You've seen many articles talking about test taking, you've seen numerous sources telling you how you should approach tests, you've had people giving you advice on the order you should answer the questions in, and now you have it, right in front of you is an exam with questions you never anticipated and the tools that told you to answer the easiest questions first isn't working anymore because every single one of them are as hard as the other. You have already skipped half of the exam looking for that one question that doesn't need more than three lines of explanation to it, and already you heard pencils and pens scratching on test papers as people all around you begin working. You feel the cold sweat behind your back as you remember that the breakfast you had this morning had too much sugar in it and the coffee you drank was a bit too creamy for you. You look up at the test timer and whoops ten minutes have already gone by and not a mark has been made yet, what are you going to do?
1. Take a Good, Deep Breath
It's proven that when you focus on taking a deep breath you could filter your mind and reorganize your thoughts. You could never begin to come up with a solution when you're worried about so many things so let the fresh air in and have the exhale take all the chaos away. It's also proven that 100% of the people that get good grades on exams breath, so statistically you should be taking in more breaths to guarantee success.
2. Start to Read the Problems
Don't just scan the problems, read them! The time you take to read the problems and then deciding whether it's worth the time is better than diving into a problem before recognizing how hard that problem is. When I say read the problem, I imply that you read it and understand what the problem is asking for and not actually solving it. Go through each problem reading what each of the want and start from there.
3. Pick on the Easy Ones
Many articles and people suggest that you should always aim for the easy points and try the harder ones last so you could get the guaranteed to get the easy points before challenging yourself for the harder ones. Besides that however, doing the easier problems boosts your confidence and right now chances are if there was a window right beside you that's open and the professor isn't looking you'll probably just straight out of that window. With more confidence you get more comfortable and familiar with the problems so you could solve the harder problems easier and recognize the patterns in the problems and begin to remember what the professor said in class even thought you were sleeping half the time in lecture.
4. Don't Doubt Yourself
When you move on from a problem to the next, you'll be doing the second problem and then thinking "Did I mess up a calculation back there?" or "Did I do that problem right?". Stop yourself right there right now. First of all you should be focusing on the problem you're currently working on instead of other things. It's like wondering if you left your stove on back home when you're in the middle of a freeway with cars driving 20 mph over the speed limit. The more you direct your attention away from the things you're doing right now the more likely you'll mess up on the problem you're currently working on. To second that you could always go back to check your work after you're done with the problems you can do.

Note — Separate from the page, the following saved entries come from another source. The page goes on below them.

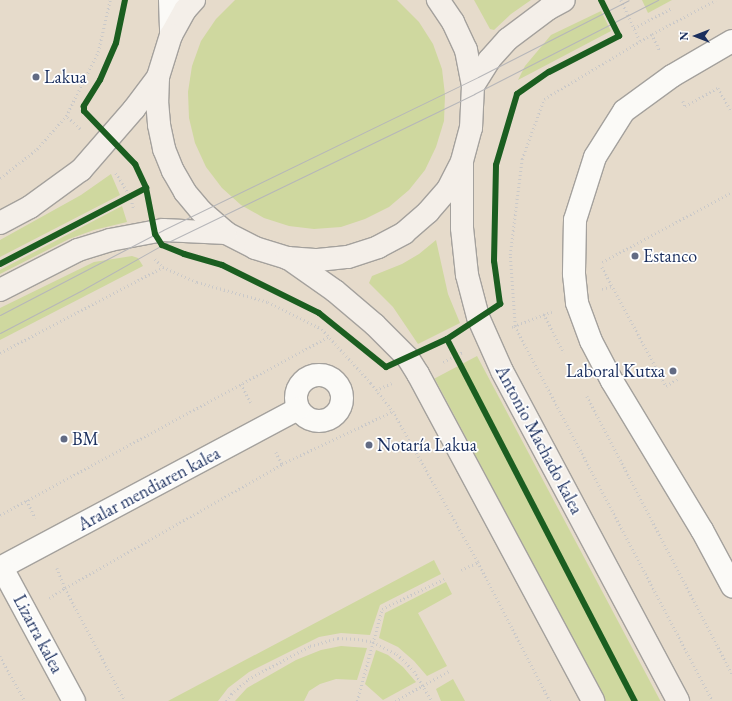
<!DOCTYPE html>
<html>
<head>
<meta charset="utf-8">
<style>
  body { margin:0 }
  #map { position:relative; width:732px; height:701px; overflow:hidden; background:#e6dbcb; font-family:"EB Garamond",serif }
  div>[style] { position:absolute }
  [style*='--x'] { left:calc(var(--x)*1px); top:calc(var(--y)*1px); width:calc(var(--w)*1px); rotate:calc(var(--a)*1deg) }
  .green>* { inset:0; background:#cfd89f; transform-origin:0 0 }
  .path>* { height:2.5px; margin-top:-1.25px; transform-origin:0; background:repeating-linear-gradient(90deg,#cac9c9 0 1px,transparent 0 4px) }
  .roads { filter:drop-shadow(1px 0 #a4a19d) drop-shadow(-1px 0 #a4a19d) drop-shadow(0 1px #a4a19d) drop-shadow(0 -1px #a4a19d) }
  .minor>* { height:22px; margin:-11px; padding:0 11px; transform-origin:11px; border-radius:11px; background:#fbfaf7 }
  .minor>.ring { margin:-11px; padding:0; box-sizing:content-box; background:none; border:22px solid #fbfaf7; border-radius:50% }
  .secondary>* { height:22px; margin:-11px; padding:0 11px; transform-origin:11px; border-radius:11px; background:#f4efe9 }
  .tram>* { height:1px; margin:-0.5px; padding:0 0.5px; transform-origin:0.5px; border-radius:0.5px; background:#b6b6b9 }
  .cycleway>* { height:6px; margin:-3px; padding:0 3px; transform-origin:3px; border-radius:3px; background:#1b5e20 }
  .dots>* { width:11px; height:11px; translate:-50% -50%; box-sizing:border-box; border:2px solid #fff; border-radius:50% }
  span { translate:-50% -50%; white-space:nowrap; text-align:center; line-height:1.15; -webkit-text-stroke:3.5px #fff; paint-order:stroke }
  .poi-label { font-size:18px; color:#1b2f5e }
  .left { translate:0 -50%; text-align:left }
  .right { translate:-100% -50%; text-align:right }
  .street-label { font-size:18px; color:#1b2f5e }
  .north { position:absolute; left:676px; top:16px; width:40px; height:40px; -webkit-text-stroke:3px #fff; paint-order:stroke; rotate:270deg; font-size:11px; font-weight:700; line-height:16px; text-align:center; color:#1b2f5e }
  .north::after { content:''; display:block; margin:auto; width:14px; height:18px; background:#1b2f5e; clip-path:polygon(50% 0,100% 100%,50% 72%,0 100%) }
</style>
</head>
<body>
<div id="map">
  <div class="green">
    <div style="clip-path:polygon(235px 0,397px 0,419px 22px,433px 44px,442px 69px,445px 95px,444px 121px,436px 147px,425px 170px,409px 190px,389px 207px,365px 219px,341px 227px,314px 229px,289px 226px,264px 218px,241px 205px,222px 188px,206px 167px,195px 143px,189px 118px,188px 92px,192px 66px,201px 41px,216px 19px)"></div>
    <div style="clip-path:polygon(474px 0,531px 0,511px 14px,494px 30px,490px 29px)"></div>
    <div style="clip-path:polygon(642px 0,672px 0,648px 13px)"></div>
    <div style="clip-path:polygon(601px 11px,611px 31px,518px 80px,525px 66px,551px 35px)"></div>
    <div style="clip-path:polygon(111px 174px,120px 195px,0 257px,0 240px,81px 195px)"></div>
    <div style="clip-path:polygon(122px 206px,127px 222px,94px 230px,69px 239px,0 274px,0 270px)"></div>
    <div style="clip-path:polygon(436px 240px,448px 294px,460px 323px,418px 344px,393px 307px,369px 283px,372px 276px,402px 264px,419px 254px)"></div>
    <div style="clip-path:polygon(132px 256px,138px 258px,143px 266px,0 340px,0 308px,94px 262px)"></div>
    <div style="left:477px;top:356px;width:391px;height:48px;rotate:62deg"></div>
    <div style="clip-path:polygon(434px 560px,441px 574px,380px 605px,370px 635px,341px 633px,319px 637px,249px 672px,228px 688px,218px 701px,168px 701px)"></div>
    <div style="clip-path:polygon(446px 582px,452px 594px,418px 613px,447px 666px,427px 676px,414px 661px,398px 647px,379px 638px,385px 613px)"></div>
    <div style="clip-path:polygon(341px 646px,367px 648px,357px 680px,336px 679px,320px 684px,309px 691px,304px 701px,235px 701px,247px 688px,296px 660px,321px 650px)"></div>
    <div style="clip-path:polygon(376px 650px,388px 655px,403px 667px,416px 682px,383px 700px,365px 684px)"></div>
    <div style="clip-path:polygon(453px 679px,465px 701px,441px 701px,436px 689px)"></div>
  </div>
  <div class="path">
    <div style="--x:621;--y:0;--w:45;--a:65.1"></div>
    <div style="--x:634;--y:28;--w:43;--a:-27.8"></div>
    <div style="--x:652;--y:34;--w:19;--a:65"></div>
    <div style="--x:683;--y:101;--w:5;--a:68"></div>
    <div style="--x:685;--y:106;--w:38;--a:-29"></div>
    <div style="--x:718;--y:88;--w:28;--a:60"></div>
    <div style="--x:80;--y:129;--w:19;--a:-137"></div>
    <div style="--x:66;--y:116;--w:72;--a:-63.4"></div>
    <div style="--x:98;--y:52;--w:53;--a:-77"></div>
    <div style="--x:116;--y:173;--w:26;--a:58"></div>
    <div style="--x:130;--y:195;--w:15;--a:74"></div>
    <div style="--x:0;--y:178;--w:47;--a:-38.1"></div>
    <div style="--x:37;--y:149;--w:44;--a:-48.7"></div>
    <div style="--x:155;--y:259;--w:11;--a:45"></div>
    <div style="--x:163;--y:267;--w:37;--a:24"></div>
    <div style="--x:197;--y:282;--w:74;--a:15.7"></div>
    <div style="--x:268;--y:302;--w:60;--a:26.6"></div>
    <div style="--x:322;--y:329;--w:73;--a:47.8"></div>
    <div style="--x:371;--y:383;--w:36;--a:52"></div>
    <div style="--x:393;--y:411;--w:173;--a:60.6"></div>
    <div style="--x:478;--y:562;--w:157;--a:62.6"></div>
    <div style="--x:602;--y:262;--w:148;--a:-28.3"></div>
    <div style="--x:602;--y:267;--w:135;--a:61.7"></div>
    <div style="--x:666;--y:386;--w:15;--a:-32"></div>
    <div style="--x:602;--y:289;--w:9;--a:-18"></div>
    <div style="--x:552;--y:312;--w:40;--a:159"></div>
    <div style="--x:515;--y:326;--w:71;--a:-94"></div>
    <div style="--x:510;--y:255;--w:97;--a:-82.9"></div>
    <div style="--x:522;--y:159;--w:64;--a:-69.9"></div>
    <div style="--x:544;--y:99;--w:126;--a:-31"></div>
    <div style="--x:652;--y:34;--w:72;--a:-28"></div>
    <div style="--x:544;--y:314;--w:44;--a:62.9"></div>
    <div style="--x:512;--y:327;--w:3;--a:-18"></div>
    <div style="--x:515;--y:326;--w:424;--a:62.2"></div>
    <div style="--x:0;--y:353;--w:184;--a:-27.8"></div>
    <div style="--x:443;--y:362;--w:22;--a:-27"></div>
    <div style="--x:241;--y:384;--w:21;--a:62"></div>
    <div style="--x:376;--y:390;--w:17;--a:-24"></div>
    <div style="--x:587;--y:396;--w:313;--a:62.4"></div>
    <div style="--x:276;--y:452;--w:13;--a:63"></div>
    <div style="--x:27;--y:500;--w:20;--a:66"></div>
    <div style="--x:0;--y:515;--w:373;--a:-28.5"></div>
    <div style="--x:57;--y:568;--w:22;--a:68"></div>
    <div style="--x:65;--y:588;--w:250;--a:-29.7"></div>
    <div style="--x:282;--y:464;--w:123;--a:-25.5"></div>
    <div style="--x:461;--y:570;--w:19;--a:-25"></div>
    <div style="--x:49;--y:598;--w:19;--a:-32"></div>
    <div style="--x:65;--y:588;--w:128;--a:62"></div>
    <div style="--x:0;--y:656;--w:51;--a:60.9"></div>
    <div style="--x:226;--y:701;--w:9;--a:-54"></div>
    <div style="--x:231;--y:694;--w:23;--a:-41"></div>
    <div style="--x:248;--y:679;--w:70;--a:-28"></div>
    <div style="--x:310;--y:646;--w:29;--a:-16"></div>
    <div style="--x:338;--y:638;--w:20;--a:3"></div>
    <div style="--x:358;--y:639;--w:15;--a:11"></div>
    <div style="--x:373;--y:642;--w:27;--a:27"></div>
    <div style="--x:397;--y:654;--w:24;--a:45"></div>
    <div style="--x:414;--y:671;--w:35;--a:59"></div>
    <div style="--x:357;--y:701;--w:95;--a:-74.8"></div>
    <div style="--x:382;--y:609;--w:69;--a:-25.8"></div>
    <div style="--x:395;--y:701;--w:62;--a:-29.1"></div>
  </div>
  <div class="roads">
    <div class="minor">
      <div style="--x:170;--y:0;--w:35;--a:88"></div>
      <div style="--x:732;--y:41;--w:69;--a:149.7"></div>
      <div style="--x:672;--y:76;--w:59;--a:143.9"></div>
      <div style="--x:624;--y:111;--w:54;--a:122.2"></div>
      <div style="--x:595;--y:157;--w:66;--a:107.6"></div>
      <div style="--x:575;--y:220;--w:54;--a:91.1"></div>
      <div style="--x:574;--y:274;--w:29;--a:84"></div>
      <div style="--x:577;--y:303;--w:40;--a:69.8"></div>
      <div style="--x:591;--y:341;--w:45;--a:62.3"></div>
      <div style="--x:612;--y:381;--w:174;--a:58.9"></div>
      <div style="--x:702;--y:530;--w:64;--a:61.8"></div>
      <div class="ring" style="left:296px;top:375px;width:24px;height:24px"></div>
      <div style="--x:0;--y:568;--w:338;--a:-28.1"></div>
      <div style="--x:2;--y:568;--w:151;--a:61.6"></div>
    </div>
    <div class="secondary">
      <div style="--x:194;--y:0;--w:13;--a:132"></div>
      <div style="--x:185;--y:10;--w:29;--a:119"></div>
      <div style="--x:171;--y:35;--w:44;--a:107.2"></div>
      <div style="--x:158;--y:77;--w:24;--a:92"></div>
      <div style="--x:157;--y:101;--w:24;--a:85"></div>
      <div style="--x:159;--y:125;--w:25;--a:78"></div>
      <div style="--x:164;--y:149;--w:24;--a:68"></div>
      <div style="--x:173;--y:171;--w:24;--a:60"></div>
      <div style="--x:185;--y:192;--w:25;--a:50"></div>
      <div style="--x:201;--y:211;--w:33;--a:41"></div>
      <div style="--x:226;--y:233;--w:33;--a:27"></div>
      <div style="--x:255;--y:248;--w:34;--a:17"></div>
      <div style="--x:287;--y:258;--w:31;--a:4"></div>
      <div style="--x:318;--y:260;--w:30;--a:-6"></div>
      <div style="--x:348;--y:257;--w:32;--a:-18"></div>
      <div style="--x:378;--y:247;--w:30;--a:-28"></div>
      <div style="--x:404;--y:233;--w:32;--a:-41"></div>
      <div style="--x:428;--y:212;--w:30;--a:-49"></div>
      <div style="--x:448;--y:189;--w:31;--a:-63"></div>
      <div style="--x:462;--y:161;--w:34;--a:-75"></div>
      <div style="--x:471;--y:128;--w:42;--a:-87.3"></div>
      <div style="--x:473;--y:86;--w:37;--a:-101"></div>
      <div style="--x:466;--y:50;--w:31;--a:-115"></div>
      <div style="--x:453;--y:22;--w:27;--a:-124"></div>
      <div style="--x:473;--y:86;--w:31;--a:-58"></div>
      <div style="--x:489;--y:60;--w:28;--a:-48"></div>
      <div style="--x:508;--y:39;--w:50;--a:-36.9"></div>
      <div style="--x:548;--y:9;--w:18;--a:-29"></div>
      <div style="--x:462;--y:164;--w:64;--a:90"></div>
      <div style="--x:462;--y:228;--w:47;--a:83.9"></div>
      <div style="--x:467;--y:275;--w:43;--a:75.3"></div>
      <div style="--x:478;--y:317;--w:59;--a:66"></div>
      <div style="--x:502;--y:371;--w:374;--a:61.9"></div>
      <div style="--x:0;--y:223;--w:34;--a:-28"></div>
      <div style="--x:30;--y:207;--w:63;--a:-36"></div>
      <div style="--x:81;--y:170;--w:81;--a:-49"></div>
      <div style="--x:134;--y:109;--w:40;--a:-53"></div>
      <div style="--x:288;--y:258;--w:57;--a:35.1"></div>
      <div style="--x:335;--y:291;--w:52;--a:40.4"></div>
      <div style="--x:375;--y:325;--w:47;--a:45"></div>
      <div style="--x:408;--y:358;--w:19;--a:58"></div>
      <div style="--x:418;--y:374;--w:371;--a:61.8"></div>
      <div style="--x:0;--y:290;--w:88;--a:-27.1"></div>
      <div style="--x:78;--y:250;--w:34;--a:-17"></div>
      <div style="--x:110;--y:240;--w:54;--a:-10.7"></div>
      <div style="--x:163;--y:230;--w:63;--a:2.7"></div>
    </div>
  </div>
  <div class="tram">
    <div style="--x:0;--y:315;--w:184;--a:-27.5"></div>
    <div style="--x:163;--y:230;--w:350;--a:-25.9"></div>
    <div style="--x:478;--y:77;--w:169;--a:-27"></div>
    <div style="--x:0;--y:333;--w:95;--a:-27.6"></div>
    <div style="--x:84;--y:289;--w:90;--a:-29.4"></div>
    <div style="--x:162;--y:245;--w:347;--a:-25.8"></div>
    <div style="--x:474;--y:94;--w:207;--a:-27.1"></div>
  </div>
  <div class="cycleway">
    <div style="--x:125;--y:0;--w:44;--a:101.8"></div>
    <div style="--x:116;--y:43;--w:40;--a:113.4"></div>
    <div style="--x:100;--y:80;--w:31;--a:122"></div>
    <div style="--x:84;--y:106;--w:5;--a:90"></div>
    <div style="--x:84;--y:111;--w:74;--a:46.1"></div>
    <div style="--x:135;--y:164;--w:26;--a:65"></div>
    <div style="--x:146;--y:188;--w:47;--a:78.9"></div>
    <div style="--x:155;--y:234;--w:13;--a:58"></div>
    <div style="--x:162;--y:245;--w:24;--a:22"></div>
    <div style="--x:184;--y:254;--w:40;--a:16"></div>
    <div style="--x:222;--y:265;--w:108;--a:26.3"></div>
    <div style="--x:319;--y:313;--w:86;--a:38.9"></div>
    <div style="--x:386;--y:367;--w:67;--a:-24.7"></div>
    <div style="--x:447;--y:339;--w:64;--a:-33.4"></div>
    <div style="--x:500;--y:304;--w:43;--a:-97.9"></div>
    <div style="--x:494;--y:261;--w:96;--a:-88.8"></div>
    <div style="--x:496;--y:165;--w:74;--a:-73.5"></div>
    <div style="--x:517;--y:94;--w:39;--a:-35"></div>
    <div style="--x:549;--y:72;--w:79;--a:-27.2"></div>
    <div style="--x:619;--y:36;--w:40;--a:-116.6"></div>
    <div style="--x:0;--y:264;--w:165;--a:-27.5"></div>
    <div style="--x:447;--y:339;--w:408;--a:62.6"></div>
  </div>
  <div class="dots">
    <div style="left:36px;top:77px;background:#626b84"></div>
    <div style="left:635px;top:256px;background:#626b84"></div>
    <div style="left:673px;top:371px;background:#626b84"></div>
    <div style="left:64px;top:439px;background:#626b84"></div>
    <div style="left:369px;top:445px;background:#626b84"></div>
  </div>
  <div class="poi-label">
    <span class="left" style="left:44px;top:77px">Lakua</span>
    <span class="left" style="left:643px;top:256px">Estanco</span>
    <span class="right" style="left:665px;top:371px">Laboral Kutxa</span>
    <span class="left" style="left:72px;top:439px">BM</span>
    <span class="left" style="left:377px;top:445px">Notaría Lakua</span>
  </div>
  <div class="street-label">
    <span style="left:539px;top:440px;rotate:62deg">Antonio Machado kalea</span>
    <span style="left:149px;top:489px;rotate:-28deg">Aralar mendiaren kalea</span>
    <span style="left:38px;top:634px;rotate:62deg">Lizarra kalea</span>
  </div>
  <div class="north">N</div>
</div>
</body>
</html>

You never want to doubt yourself because this will lead to more doubt and suspicion on your later calculations and thus using more time than you actually need just to recheck on simple arithmetic logic. Don't stop and just go on, there's nothing back there other than self doubt.
5. Finish it Fast
You always see those few people coming out of their seats twenty minutes before the exam time ends and turn in their papers and you just think "dang those people are nerds" and then think "Is this suppose to be easy or am I just stupid?". Chances are the people that finished early are people who are either proficient at the material or doing it fast to avoid the stress. When you take tests, the longer you take doing it the more stress you compile and this is an exponential increase in stress. By the end of the test you might as well drain yourself off in the bathroom with the amount of sweat you have on your back. My advice on this is to just ball it. If there's a question or problem that you really don't know, skip it and turn it in because the longer you sit there, the less of a chance you will be able to figure something out. Just give your honest effort at the problem and turn it in without looking back.
It's never the end of the world to fail an exam and never feel that you're the only one who's failing or that you are the sole reason why you failed that exam. Feel good about yourself that you survived the exam and prepare yourself for the next exam rather than mourning over your grade. Exams are essentially tests that determine how well you understand the material, not a scale to measure how smart you are. The pressure and stress that's there are mostly due to your inner insecurities and doubts about your capabilities compared to others. So the only real way to pass a test is to believe and trust in yourself that you will succeed. I've never studied more than three hours on any single exam or killed myself over a bad exam; just let yourself absorb the experience and move on.